▸ Problem to solve:
Make an exact copy of all the records, one that contains none of the pictures.

▸ Material provided:
------------------------------------------------------------

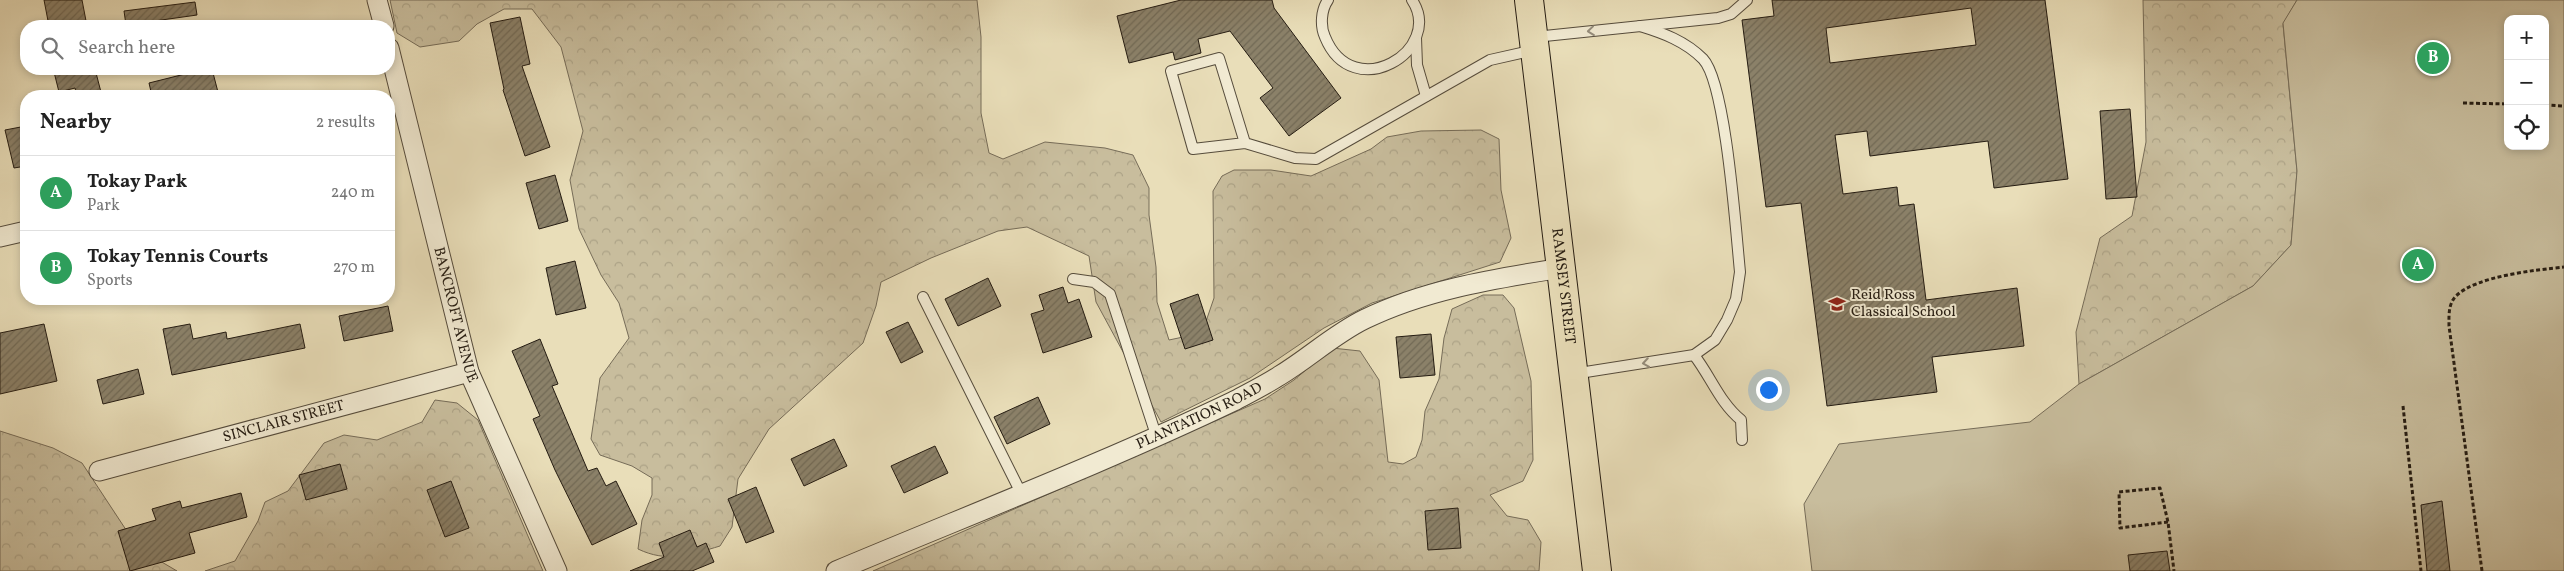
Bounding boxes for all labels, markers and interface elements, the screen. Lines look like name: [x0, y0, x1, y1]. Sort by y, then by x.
map controls: [2504, 15, 2549, 150]
button: +: [2504, 15, 2549, 60]
search box: [20, 20, 395, 75]
one-way arrow: [1587, 25, 1595, 36]
icon: search: [38, 34, 66, 62]
text: Search here: [78, 35, 175, 61]
pin: B: [2417, 39, 2449, 77]
button: −: [2504, 60, 2549, 105]
button: locate: [2504, 105, 2549, 150]
text: Nearby: [40, 108, 111, 137]
text: 2 results: [316, 112, 375, 134]
text: Tokay Park: [87, 169, 187, 195]
text: A: [50, 182, 62, 204]
text: 240 m: [331, 182, 375, 204]
text: Park: [87, 195, 120, 217]
street label: RAMSEY STREET: [1546, 227, 1580, 345]
text: Tokay Tennis Courts: [87, 244, 268, 270]
street label: BANCROFT AVENUE: [428, 245, 483, 386]
pin: A: [2402, 246, 2434, 284]
text: B: [51, 257, 61, 279]
text: 270 m: [333, 257, 375, 279]
text: Sports: [87, 270, 133, 292]
place label: Reid Ross Classical School: [1851, 285, 1956, 323]
school or university icon: Reid Ross Classical School: [1827, 294, 1847, 314]
one-way arrow: [1641, 357, 1650, 367]
street label: PLANTATION ROAD: [1133, 377, 1266, 455]
your location: [1756, 377, 1782, 403]
street label: SINCLAIR STREET: [220, 395, 347, 448]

------------------------------------------------------------

▸ Response for this exercise:
Bounding boxes for all labels, markers and interface elements, the screen. Lines look like name: [x0, y0, x1, y1]. Sort by y, then by x.
map controls: [2504, 15, 2549, 150]
button: +: [2504, 15, 2549, 60]
search box: [20, 20, 395, 75]
one-way arrow: [1587, 25, 1595, 36]
icon: search: [38, 34, 66, 62]
text: Search here: [78, 35, 175, 61]
pin: B: [2417, 39, 2449, 77]
button: −: [2504, 60, 2549, 105]
button: locate: [2504, 105, 2549, 150]
text: Nearby: [40, 108, 111, 137]
text: 2 results: [316, 112, 375, 134]
text: Tokay Park: [87, 169, 187, 195]
text: A: [50, 182, 62, 204]
text: 240 m: [331, 182, 375, 204]
text: Park: [87, 195, 120, 217]
street label: RAMSEY STREET: [1546, 227, 1580, 345]
text: Tokay Tennis Courts: [87, 244, 268, 270]
street label: BANCROFT AVENUE: [428, 245, 483, 386]
pin: A: [2402, 246, 2434, 284]
text: B: [51, 257, 61, 279]
text: 270 m: [333, 257, 375, 279]
text: Sports: [87, 270, 133, 292]
place label: Reid Ross Classical School: [1851, 285, 1956, 323]
school or university icon: Reid Ross Classical School: [1827, 294, 1847, 314]
one-way arrow: [1641, 357, 1650, 367]
street label: PLANTATION ROAD: [1133, 377, 1266, 455]
your location: [1756, 377, 1782, 403]
street label: SINCLAIR STREET: [220, 395, 347, 448]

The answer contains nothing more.